Saturday, August 12, 2017

Time and chance happen to all

When you hit 40 or 50, people joke that you are over the hill. Unless I'm really, really tired, I don't feel my age and I don't think I look as old as my mother did at my age. But my perspective on life has changed. At 50, I realized that I am past, maybe well past, the half-way point. More people are younger than me than older than me. While I still feel young inside, I can't deny my age, even though I am more fit and healthy than many of my peers.

Last month I turned 54 and remembered how much I looked forward to my 50th birthday, amazed at how long I've lived. Five decades. A half century. The four years since that milestone flew by so quickly! When I started college at 18, four years was more than 20% of my life. Now, it's less than 8%. Before I know it, I'll be 60, God willing. As you get older time accelerates like a ball rolling down hill. 

I don't really enjoy running on a treadmill but I do it because it's good exercise. To make a treadmill run less boring, I select a virtual workout so I can run up a few hills and look at some scenery - Angels Landing, the Wave, the Black Hills. To keep myself going, I figure out what percentage of my run is complete - 10%, 25%, 50% and so on. It motivates me to see the fraction get bigger and bigger because I'm closer to the finish.

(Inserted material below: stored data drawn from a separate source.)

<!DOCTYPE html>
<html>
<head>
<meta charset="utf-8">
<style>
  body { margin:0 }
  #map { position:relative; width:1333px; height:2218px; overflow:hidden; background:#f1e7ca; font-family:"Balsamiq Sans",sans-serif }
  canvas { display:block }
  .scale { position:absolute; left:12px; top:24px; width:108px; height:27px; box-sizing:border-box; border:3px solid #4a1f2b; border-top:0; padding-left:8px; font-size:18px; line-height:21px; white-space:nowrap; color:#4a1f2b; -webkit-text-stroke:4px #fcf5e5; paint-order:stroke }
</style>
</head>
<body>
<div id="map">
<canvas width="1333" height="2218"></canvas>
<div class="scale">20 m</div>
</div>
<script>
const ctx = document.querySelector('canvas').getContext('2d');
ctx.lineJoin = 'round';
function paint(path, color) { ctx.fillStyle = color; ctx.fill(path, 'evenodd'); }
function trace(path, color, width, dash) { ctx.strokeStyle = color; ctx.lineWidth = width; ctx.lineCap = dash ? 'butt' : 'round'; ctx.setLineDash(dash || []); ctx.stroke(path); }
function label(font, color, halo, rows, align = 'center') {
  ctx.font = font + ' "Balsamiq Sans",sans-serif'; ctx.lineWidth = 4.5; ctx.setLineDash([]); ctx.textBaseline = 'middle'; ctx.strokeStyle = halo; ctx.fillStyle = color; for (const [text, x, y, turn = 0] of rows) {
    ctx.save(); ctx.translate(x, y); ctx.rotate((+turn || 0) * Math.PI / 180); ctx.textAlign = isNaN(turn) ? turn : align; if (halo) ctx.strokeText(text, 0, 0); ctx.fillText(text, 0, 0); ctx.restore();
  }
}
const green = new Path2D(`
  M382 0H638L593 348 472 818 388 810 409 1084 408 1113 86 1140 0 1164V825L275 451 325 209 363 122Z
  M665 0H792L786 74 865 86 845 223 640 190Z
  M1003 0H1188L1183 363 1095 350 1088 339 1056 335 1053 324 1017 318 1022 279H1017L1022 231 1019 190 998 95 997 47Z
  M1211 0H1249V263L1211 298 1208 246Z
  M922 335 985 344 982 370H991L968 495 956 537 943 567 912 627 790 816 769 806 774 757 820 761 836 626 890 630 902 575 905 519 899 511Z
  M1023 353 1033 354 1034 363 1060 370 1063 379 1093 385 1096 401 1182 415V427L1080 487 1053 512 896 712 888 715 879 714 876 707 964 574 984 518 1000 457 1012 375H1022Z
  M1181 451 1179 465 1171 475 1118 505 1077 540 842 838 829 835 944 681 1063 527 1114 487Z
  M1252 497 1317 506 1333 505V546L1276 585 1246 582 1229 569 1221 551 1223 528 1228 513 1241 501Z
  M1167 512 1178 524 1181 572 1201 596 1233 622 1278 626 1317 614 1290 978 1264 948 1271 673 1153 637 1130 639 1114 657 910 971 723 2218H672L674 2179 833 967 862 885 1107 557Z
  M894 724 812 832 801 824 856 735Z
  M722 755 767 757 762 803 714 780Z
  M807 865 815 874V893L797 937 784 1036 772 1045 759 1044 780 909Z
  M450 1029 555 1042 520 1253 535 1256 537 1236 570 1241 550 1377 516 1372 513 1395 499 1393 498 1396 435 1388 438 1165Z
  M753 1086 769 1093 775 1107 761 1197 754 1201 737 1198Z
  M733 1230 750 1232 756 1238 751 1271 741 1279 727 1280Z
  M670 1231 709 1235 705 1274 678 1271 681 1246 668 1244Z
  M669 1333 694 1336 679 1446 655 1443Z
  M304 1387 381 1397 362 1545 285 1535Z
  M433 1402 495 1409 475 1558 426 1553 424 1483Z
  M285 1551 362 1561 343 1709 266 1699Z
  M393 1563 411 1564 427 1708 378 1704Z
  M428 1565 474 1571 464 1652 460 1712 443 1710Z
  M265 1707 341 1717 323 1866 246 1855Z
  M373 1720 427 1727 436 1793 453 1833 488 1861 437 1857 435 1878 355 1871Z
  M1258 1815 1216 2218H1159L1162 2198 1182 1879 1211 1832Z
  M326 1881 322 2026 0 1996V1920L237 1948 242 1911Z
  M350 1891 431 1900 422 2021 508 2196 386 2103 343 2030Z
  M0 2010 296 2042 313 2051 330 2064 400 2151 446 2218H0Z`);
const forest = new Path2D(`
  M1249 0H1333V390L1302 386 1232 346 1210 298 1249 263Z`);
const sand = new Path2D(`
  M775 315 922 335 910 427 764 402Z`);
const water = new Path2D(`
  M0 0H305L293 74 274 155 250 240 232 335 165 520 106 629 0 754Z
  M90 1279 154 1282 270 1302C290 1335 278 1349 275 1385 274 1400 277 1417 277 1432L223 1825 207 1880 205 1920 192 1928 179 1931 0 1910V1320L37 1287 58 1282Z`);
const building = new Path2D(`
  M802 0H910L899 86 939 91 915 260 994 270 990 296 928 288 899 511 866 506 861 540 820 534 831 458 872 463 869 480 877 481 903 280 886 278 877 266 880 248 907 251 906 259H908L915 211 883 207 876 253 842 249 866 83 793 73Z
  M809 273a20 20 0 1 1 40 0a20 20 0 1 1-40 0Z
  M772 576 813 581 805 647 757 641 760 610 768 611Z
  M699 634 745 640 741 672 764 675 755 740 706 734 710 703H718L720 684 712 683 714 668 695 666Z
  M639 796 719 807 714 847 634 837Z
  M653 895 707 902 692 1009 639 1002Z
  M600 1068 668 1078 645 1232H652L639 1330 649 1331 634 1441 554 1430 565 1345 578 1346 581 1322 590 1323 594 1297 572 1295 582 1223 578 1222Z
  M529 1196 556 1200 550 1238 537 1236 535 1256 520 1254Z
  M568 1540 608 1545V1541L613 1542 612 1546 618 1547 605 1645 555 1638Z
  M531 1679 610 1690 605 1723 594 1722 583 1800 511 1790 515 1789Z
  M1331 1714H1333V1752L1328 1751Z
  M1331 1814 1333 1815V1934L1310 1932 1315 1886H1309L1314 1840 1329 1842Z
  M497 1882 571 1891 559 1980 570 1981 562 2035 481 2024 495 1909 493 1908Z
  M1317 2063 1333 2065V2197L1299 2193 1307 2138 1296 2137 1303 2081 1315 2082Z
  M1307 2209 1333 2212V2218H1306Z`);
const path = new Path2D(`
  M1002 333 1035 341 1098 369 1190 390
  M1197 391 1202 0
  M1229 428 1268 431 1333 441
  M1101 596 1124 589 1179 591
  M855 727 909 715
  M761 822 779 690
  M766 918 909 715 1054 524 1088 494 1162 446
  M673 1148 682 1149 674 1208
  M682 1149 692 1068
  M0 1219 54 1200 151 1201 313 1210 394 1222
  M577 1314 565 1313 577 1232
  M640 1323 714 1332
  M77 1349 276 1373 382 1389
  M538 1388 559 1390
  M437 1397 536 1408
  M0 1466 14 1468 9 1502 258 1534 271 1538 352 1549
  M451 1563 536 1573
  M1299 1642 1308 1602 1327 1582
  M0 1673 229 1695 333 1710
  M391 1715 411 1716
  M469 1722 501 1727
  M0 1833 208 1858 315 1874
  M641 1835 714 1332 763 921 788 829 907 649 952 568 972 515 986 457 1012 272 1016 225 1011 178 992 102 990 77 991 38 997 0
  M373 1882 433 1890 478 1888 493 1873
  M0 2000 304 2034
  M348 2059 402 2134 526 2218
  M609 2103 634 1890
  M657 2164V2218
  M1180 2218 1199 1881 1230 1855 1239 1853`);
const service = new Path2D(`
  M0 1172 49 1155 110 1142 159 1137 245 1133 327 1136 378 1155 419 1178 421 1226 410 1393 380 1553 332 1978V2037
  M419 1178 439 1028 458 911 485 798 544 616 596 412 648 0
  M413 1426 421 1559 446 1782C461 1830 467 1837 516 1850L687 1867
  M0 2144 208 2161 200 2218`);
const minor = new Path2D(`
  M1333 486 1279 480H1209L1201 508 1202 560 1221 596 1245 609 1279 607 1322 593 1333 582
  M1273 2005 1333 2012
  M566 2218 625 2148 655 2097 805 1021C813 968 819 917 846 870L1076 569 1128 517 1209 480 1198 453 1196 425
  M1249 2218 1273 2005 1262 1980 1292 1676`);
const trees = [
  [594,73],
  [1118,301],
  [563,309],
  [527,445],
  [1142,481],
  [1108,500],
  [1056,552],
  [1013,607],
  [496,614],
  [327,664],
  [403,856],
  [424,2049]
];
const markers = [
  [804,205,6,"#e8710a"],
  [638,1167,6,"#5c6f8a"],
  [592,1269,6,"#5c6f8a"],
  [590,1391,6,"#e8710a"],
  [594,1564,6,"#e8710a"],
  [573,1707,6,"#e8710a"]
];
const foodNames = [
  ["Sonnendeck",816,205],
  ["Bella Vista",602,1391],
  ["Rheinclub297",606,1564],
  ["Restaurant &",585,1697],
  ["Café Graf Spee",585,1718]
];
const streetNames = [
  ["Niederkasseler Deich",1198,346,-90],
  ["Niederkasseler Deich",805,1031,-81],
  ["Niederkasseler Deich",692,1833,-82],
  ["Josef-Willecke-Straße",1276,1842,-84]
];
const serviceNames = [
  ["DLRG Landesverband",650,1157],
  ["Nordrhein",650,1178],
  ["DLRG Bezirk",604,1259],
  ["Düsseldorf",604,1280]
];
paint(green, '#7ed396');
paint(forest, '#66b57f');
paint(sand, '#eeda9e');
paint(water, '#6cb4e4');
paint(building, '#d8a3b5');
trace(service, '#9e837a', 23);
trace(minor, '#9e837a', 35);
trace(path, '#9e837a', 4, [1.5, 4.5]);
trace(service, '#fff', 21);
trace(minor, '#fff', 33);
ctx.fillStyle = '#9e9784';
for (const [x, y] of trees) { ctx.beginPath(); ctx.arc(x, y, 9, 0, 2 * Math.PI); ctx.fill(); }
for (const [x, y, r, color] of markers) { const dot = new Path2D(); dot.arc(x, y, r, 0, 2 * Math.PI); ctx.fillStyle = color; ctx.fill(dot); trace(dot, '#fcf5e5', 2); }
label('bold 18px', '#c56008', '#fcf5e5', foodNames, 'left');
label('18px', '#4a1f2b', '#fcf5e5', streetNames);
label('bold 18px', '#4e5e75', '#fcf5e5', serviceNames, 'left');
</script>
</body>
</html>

Sometimes life is like that but instead of wishing the miles away, we wish the days away. We spend the week days wishing it were the weekend. Or we count down the weeks until vacation.

Unlike a run on the treadmill, I can't figure out what percentage of my life is complete. It could be 50% or 70% or I could die tomorrow. In planning for my financial future, I have to expect to live into my 90's like my grandmother. But when my mother passed away at only 76, I saw how foolish it was to assume I would have her around for 20 more years.

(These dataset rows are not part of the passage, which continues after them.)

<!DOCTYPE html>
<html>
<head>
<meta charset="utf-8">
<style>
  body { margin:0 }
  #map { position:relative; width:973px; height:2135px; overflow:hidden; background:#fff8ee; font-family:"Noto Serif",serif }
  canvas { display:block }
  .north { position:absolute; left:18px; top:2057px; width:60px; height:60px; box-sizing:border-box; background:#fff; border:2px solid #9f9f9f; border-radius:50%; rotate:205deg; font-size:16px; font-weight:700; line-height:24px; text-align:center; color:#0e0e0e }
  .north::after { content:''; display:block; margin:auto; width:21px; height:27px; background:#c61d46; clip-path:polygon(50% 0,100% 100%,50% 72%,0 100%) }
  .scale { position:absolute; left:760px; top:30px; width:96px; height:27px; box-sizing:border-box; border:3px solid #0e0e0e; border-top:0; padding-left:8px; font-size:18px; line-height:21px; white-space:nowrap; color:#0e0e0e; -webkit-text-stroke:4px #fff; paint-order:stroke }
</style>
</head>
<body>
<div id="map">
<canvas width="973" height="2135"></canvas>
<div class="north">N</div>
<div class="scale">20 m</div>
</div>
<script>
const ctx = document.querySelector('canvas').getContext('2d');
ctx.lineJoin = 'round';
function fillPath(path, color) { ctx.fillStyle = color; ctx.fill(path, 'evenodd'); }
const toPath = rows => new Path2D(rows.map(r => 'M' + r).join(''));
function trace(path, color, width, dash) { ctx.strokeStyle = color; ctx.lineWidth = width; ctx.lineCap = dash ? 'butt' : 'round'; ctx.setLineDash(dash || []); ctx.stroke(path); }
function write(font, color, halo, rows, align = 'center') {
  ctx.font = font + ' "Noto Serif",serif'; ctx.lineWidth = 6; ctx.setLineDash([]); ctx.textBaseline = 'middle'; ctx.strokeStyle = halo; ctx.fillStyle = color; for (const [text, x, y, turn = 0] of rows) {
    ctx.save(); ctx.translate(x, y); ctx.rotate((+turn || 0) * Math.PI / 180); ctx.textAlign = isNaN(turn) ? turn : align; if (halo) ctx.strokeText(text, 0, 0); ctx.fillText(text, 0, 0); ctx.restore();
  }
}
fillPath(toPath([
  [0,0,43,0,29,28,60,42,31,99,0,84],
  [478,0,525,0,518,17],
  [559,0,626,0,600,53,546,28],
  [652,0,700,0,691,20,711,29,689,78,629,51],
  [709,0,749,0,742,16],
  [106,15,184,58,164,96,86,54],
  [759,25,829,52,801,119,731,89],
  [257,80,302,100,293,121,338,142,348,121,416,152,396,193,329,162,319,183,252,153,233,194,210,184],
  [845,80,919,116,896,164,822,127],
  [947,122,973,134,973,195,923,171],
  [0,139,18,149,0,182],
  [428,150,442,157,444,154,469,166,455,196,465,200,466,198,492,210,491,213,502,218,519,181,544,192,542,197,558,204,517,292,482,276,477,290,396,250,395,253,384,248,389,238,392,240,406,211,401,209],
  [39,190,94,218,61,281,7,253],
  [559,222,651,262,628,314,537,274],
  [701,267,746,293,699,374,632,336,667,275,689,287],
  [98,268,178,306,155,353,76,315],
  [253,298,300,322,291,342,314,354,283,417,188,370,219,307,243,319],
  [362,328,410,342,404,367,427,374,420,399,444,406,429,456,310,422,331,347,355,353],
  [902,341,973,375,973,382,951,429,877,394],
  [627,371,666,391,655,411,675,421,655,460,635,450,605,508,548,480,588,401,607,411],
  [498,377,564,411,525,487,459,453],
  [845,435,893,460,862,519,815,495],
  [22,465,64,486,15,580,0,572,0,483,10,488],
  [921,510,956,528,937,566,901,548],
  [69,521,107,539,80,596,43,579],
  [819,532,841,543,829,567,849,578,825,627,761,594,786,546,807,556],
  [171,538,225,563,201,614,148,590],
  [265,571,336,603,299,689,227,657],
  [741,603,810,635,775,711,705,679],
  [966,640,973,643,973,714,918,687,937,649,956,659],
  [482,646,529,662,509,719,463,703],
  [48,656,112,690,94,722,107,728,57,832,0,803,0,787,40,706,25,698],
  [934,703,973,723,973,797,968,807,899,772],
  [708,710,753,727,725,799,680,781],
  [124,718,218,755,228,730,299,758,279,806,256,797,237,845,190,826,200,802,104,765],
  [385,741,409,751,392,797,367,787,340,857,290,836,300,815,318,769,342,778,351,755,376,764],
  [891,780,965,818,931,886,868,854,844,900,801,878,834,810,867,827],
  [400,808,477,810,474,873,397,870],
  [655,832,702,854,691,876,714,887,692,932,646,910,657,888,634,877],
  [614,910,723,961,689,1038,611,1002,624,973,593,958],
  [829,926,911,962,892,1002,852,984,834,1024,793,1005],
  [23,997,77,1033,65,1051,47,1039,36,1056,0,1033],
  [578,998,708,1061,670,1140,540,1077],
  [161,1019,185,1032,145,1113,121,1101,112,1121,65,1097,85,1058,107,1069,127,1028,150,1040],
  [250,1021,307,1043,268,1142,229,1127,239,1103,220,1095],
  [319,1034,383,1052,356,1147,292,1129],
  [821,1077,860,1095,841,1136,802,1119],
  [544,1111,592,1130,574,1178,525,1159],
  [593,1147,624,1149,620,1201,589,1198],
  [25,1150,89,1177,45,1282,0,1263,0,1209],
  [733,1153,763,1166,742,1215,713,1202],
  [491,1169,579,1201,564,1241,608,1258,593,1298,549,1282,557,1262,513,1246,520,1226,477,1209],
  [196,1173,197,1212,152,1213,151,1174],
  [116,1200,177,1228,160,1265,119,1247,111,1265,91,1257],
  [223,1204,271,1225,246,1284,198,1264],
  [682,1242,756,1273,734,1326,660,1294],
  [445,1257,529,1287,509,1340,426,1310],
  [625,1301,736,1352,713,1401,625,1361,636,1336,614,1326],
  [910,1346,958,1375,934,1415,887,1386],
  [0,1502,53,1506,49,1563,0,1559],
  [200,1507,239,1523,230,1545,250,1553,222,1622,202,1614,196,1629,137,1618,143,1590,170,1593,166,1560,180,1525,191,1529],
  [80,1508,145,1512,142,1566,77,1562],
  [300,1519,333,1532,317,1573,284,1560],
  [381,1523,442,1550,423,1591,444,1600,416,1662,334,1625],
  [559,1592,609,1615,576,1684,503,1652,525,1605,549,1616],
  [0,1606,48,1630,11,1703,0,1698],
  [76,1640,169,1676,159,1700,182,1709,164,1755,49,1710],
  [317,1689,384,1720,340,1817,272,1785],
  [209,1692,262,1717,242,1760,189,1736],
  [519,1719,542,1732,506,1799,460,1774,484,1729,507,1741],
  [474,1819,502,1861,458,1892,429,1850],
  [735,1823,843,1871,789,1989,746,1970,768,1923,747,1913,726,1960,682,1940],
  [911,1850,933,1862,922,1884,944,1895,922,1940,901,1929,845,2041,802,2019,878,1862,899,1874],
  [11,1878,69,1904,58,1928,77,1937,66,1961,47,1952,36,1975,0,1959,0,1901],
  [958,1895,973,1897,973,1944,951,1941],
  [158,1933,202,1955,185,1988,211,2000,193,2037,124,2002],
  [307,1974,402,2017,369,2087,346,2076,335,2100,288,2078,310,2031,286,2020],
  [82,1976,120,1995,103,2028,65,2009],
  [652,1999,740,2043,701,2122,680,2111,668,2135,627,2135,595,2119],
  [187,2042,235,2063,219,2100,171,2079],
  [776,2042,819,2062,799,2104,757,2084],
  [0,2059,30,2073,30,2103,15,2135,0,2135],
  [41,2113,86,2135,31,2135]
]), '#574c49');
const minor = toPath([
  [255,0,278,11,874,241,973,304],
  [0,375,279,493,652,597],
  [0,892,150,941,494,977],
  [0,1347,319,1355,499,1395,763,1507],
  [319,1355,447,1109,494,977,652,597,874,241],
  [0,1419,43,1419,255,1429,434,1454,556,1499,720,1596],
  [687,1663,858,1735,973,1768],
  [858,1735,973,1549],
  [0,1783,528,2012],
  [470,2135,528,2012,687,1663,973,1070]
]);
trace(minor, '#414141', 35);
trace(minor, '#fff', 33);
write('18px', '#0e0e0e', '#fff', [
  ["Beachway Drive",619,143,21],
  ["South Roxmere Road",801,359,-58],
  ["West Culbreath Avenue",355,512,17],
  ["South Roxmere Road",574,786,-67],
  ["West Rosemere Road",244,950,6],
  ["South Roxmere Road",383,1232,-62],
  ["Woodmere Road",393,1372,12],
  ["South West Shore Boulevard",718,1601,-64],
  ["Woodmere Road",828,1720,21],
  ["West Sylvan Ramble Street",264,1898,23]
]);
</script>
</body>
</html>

Time and chance happen to us all. Que sera, sera. Whatever will be, will be. The future's not ours to see. Que sera, sera. 

This hit home for me last week. Hard. Greg, my brother-in-law of 37 years, passed away unexpectedly in his sleep at only 56. I think about the things he didn't get to do. Little things. He'll never drive the scenic route from Limon to Denver that he told me he'd like to take. He didn't get to visit the Konza Prairie with me.

I don't think my brother-in-law had a bucket list. He wasn't that kind of guy. His life was complete even if he never went bungee jumping or traveled around the world or tried sushi. He filled his jar with the big rocks of life - his wife and kids and grand kids. He helped out his neighbor. He took good care of his yard. He enjoyed being around people.

When King Solomon looked back on his life, he also became reflective. He saw how random life is, how futile certain pursuits are. "However many years anyone may live, let them enjoy them all. But let them remember the days of darkness, for there will be many."

The race is not to the swift
or the battle to the strong,
nor does food come to the wise
or wealth to the brilliant
or favor to the learned;
but time and chance happen to them all.

Moreover, no one knows when their hour will come. As fish are caught in a cruel net, or birds are taken in a snare, so people are trapped by evil times that fall unexpectedly upon them.

When the unexpected happened to my sister, she told me she prayed for the strength to get through one day at a time. That's all any of us can do. She'll go to work and spend time with her family.
One day at a time sweet Jesus  
That's all I'm asking from you.
Just give me the strength
To do everyday what I have to do.
Yesterday's gone sweet Jesus
And tomorrow may never be mine.
Lord help me today, show me the way 
One day at a time.
Reelin' in the years. Stowin' away the time. Life goes on and so do we.

On this side of the hill, I'm not in such a big-ass hurry. I've figured out that the race is not to the swift but to those who endure, to those who keep going on day after day - putting one foot in front of the other. 

Enjoy your years. Take the scenic route. Stop and smell the roses. Chat with a stranger. Don't worry so much about what people think. Eat, drink, and enjoy your work.